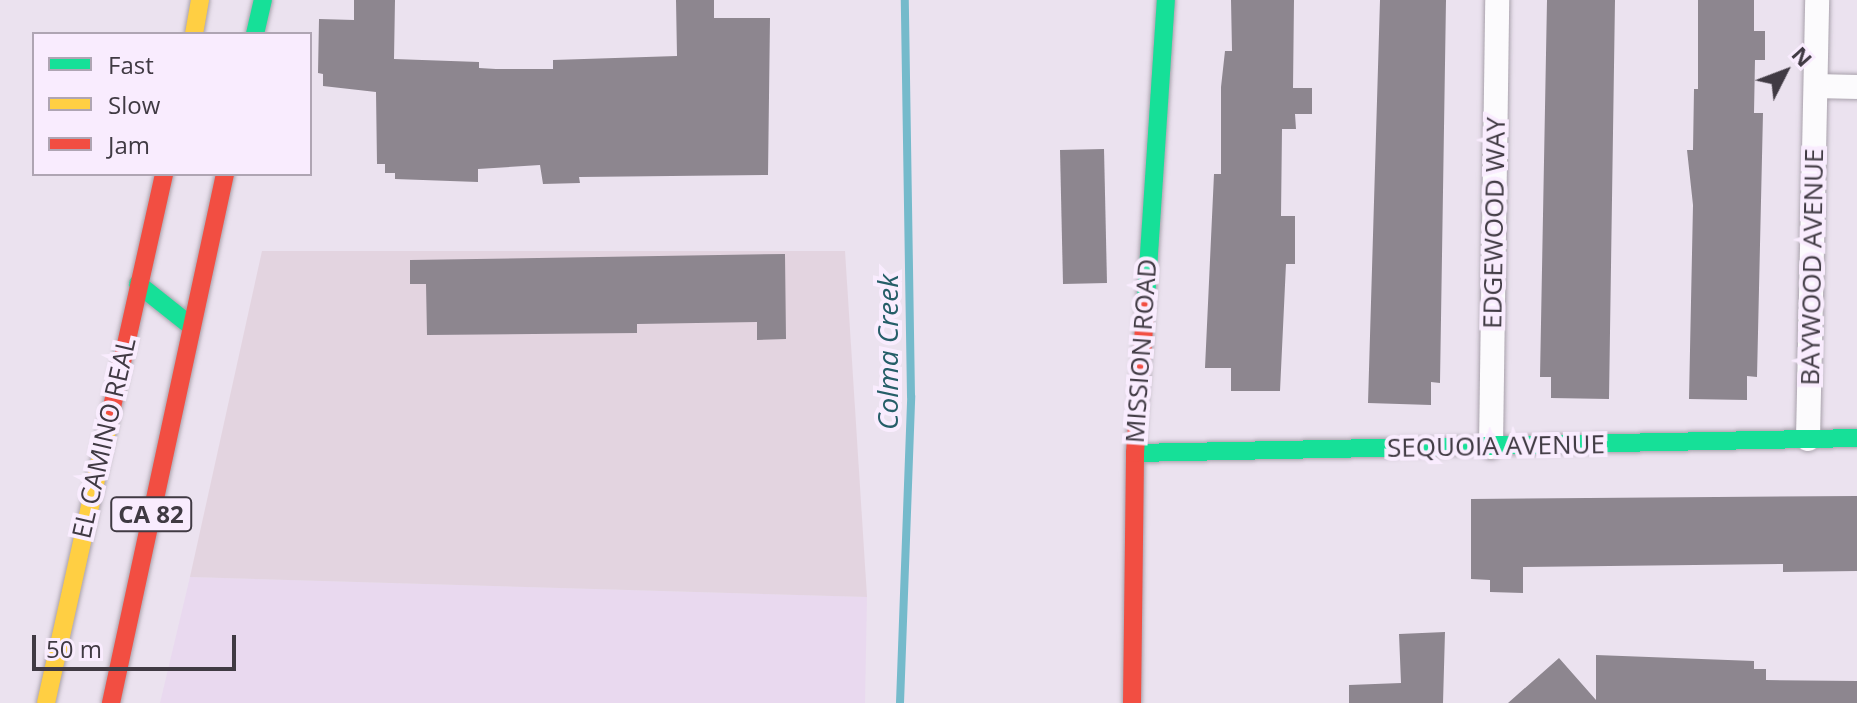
<!DOCTYPE html>
<html>
<head>
<meta charset="utf-8">
<style>
	body { margin:0 }
	#map { position:relative; width:1857px; height:703px; overflow:hidden; background:#ebe2ef; font-family:"Open Sans",sans-serif }
	div>[style] { position:absolute }
	.built>* { inset:0; background:#e9d9ef }
	.industrial>* { inset:0; background:#e3d4e0 }
	.stream>* { height:8px; margin:-4px; padding:0 4px; transform-origin:4px; border-radius:4px; background:#75bacb }
	.building>* { inset:0; background:#8d868f }
	.roads { filter:drop-shadow(0 0 2px #a8a1ab) drop-shadow(0 0 2px #a8a1ab) }
	.street>* { height:24px; margin:-12px; padding:0 12px; transform-origin:12px; border-radius:12px; background:#fcfbfd }
	.fast>* { height:18px; margin:-9px; padding:0 9px; transform-origin:9px; border-radius:9px; background:#16e098 }
	.slow>* { height:18px; margin:-9px; padding:0 9px; transform-origin:9px; border-radius:9px; background:#ffcf43 }
	.jam>* { height:18px; margin:-9px; padding:0 9px; transform-origin:9px; border-radius:9px; background:#f24e42 }
	span { translate:-50% -50%; white-space:nowrap; text-align:center; line-height:1.15; -webkit-text-stroke:8px #f9ecfe; paint-order:stroke }
	.shield-label span { padding:2px 6px; background:#f9ecfe; border:2px solid; border-radius:6px; -webkit-text-stroke-width:0 }
	.shield-label { font-size:24px; color:#403a43; font-weight:700 }
	.street-label { font-size:26px; color:#403a43 }
	.water-label { font-size:28px; color:#255e68; font-style:italic }
	.legend { position:absolute; left:32px; top:32px; width:280px; height:144px; box-sizing:border-box; background:#f9ecfe; border:2px solid #afa5b3; margin:0; padding:10px 14px; list-style:none; font-size:24px; color:#403a43 }
	.legend li { display:flex; align-items:center; gap:16px; height:40px }
	.legend b { width:40px; border:2px solid #afa5b3 }
	.north { position:absolute; left:1745px; top:32px; width:80px; height:80px; -webkit-text-stroke:6px #f9ecfe; paint-order:stroke; rotate:48deg; font-size:22px; font-weight:700; line-height:32px; text-align:center; color:#403a43 }
	.north::after { content:''; display:block; margin:auto; width:28px; height:36px; background:#403a43; clip-path:polygon(50% 0,100% 100%,50% 72%,0 100%) }
	.scale { position:absolute; left:32px; top:635px; width:204px; height:36px; box-sizing:border-box; border:4px solid #403a43; border-top:0; padding-left:10px; font-size:24px; line-height:28px; white-space:nowrap; color:#403a43; -webkit-text-stroke:6px #f9ecfe; paint-order:stroke }
</style>
</head>
<body>
<div id="map">
	<div class="built">
		<div style="clip-path:polygon(190px 577px,867px 597px,865px 703px,160px 703px)"></div>
	</div>
	<div class="industrial">
		<div style="clip-path:polygon(262px 251px,845px 251px,867px 597px,190px 577px)"></div>
	</div>
	<div class="stream">
		<div style="left:900px;top:703px;width:307px;rotate:-87.9deg"></div>
		<div style="left:911px;top:396px;width:396px;rotate:-90.9deg"></div>
	</div>
	<div class="building">
		<div style="clip-path:polygon(354px 0,395px 0,394px 59px,479px 62px,479px 68px,496px 69px,553px 69px,553px 60px,677px 56px,676px 0,714px 0,714px 18px,770px 18px,768px 175px,579px 177px,580px 183px,543px 184px,540px 165px,478px 169px,478px 182px,395px 179px,395px 173px,385px 173px,385px 164px,377px 164px,376px 92px,323px 86px,323px 74px,318px 73px,319px 19px,354px 20px)"></div>
		<div style="clip-path:polygon(1231px 0,1294px 0,1293px 88px,1312px 88px,1312px 114px,1295px 114px,1296px 129px,1282px 129px,1281px 216px,1295px 216px,1295px 264px,1286px 264px,1280px 391px,1231px 391px,1231px 368px,1205px 368px,1214px 174px,1221px 174px,1221px 87px,1225px 51px,1232px 51px)"></div>
		<div style="clip-path:polygon(1380px 0,1446px 0,1440px 383px,1431px 382px,1431px 405px,1368px 403px)"></div>
		<div style="clip-path:polygon(1547px 0,1615px 0,1609px 399px,1551px 398px,1551px 377px,1540px 377px)"></div>
		<div style="clip-path:polygon(1698px 0,1754px 0,1754px 31px,1765px 31px,1765px 60px,1755px 60px,1754px 113px,1763px 113px,1757px 377px,1747px 376px,1747px 400px,1689px 399px,1693px 205px,1687px 150px,1693px 150px,1694px 89px,1698px 89px)"></div>
		<div style="clip-path:polygon(1104px 149px,1107px 283px,1063px 284px,1060px 150px)"></div>
		<div style="clip-path:polygon(785px 254px,786px 339px,757px 340px,757px 322px,637px 324px,637px 333px,427px 335px,426px 284px,410px 284px,410px 260px)"></div>
		<div style="clip-path:polygon(1857px 496px,1857px 571px,1783px 572px,1783px 564px,1523px 567px,1523px 593px,1490px 592px,1490px 580px,1471px 579px,1471px 499px)"></div>
		<div style="clip-path:polygon(1445px 632px,1443px 703px,1349px 703px,1349px 685px,1401px 683px,1399px 634px)"></div>
		<div style="clip-path:polygon(1596px 655px,1754px 661px,1754px 669px,1766px 669px,1766px 680px,1857px 681px,1857px 703px,1508px 703px,1559px 658px,1596px 700px)"></div>
	</div>
	<div class="roads">
		<div class="street">
			<div style="left:1816px;top:86px;width:41px;rotate:1.4deg"></div>
			<div style="left:1808px;top:439px;width:439px;rotate:-88.8deg"></div>
			<div style="left:1491px;top:447px;width:447px;rotate:-89.2deg"></div>
		</div>
		<div class="fast">
			<div style="left:255px;top:34px;width:35px;rotate:-77deg"></div>
			<div style="left:138px;top:284px;width:68px;rotate:38.4deg"></div>
			<div style="left:1146px;top:299px;width:300px;rotate:-86.2deg"></div>
			<div style="left:1135px;top:453px;width:722px;rotate:-1.19deg"></div>
		</div>
		<div class="slow">
			<div style="left:194px;top:34px;width:35px;rotate:-80deg"></div>
			<div style="left:46px;top:703px;width:303px;rotate:-77.4deg"></div>
		</div>
		<div class="jam">
			<div style="left:112px;top:407px;width:239px;rotate:-77.4deg"></div>
			<div style="left:111px;top:703px;width:541px;rotate:-77.84deg"></div>
			<div style="left:1132px;top:703px;width:250px;rotate:-89.3deg"></div>
			<div style="left:1135px;top:453px;width:154px;rotate:-85.9deg"></div>
		</div>
	</div>
	<div class="shield-label">
		<span style="left:151px;top:514px">CA 82</span>
	</div>
	<div class="street-label">
		<span style="left:1494px;top:223px;rotate:-89deg">EDGEWOOD WAY</span>
		<span style="left:1812px;top:267px;rotate:-89deg">BAYWOOD AVENUE</span>
		<span style="left:1141px;top:351px;rotate:-86deg">MISSION ROAD</span>
		<span style="left:104px;top:438px;rotate:-77deg">EL CAMINO REAL</span>
		<span style="left:1496px;top:446px;rotate:-1deg">SEQUOIA AVENUE</span>
	</div>
	<div class="water-label">
		<span style="left:887px;top:352px;rotate:-90deg">Colma Creek</span>
	</div>
	<ul class="legend">
	<li><b style="height:10px;background:#16e098"></b>Fast</li>
	<li><b style="height:10px;background:#ffcf43"></b>Slow</li>
	<li><b style="height:10px;background:#f24e42"></b>Jam</li>
	</ul>
	<div class="north">N</div>
	<div class="scale">50 m</div>
</div>
</body>
</html>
───
● EXERCISE GOAL: Only the lines above from the line containing "font-size:28px; color:#255e68; font-style:italic" through the line containing "display:flex; align-items:center; gap:16px;" should be retyped, exactly and with both ends included.

● RESULT OF THE TASK:
	.water-label { font-size:28px; color:#255e68; font-style:italic }
	.legend { position:absolute; left:32px; top:32px; width:280px; height:144px; box-sizing:border-box; background:#f9ecfe; border:2px solid #afa5b3; margin:0; padding:10px 14px; list-style:none; font-size:24px; color:#403a43 }
	.legend li { display:flex; align-items:center; gap:16px; height:40px }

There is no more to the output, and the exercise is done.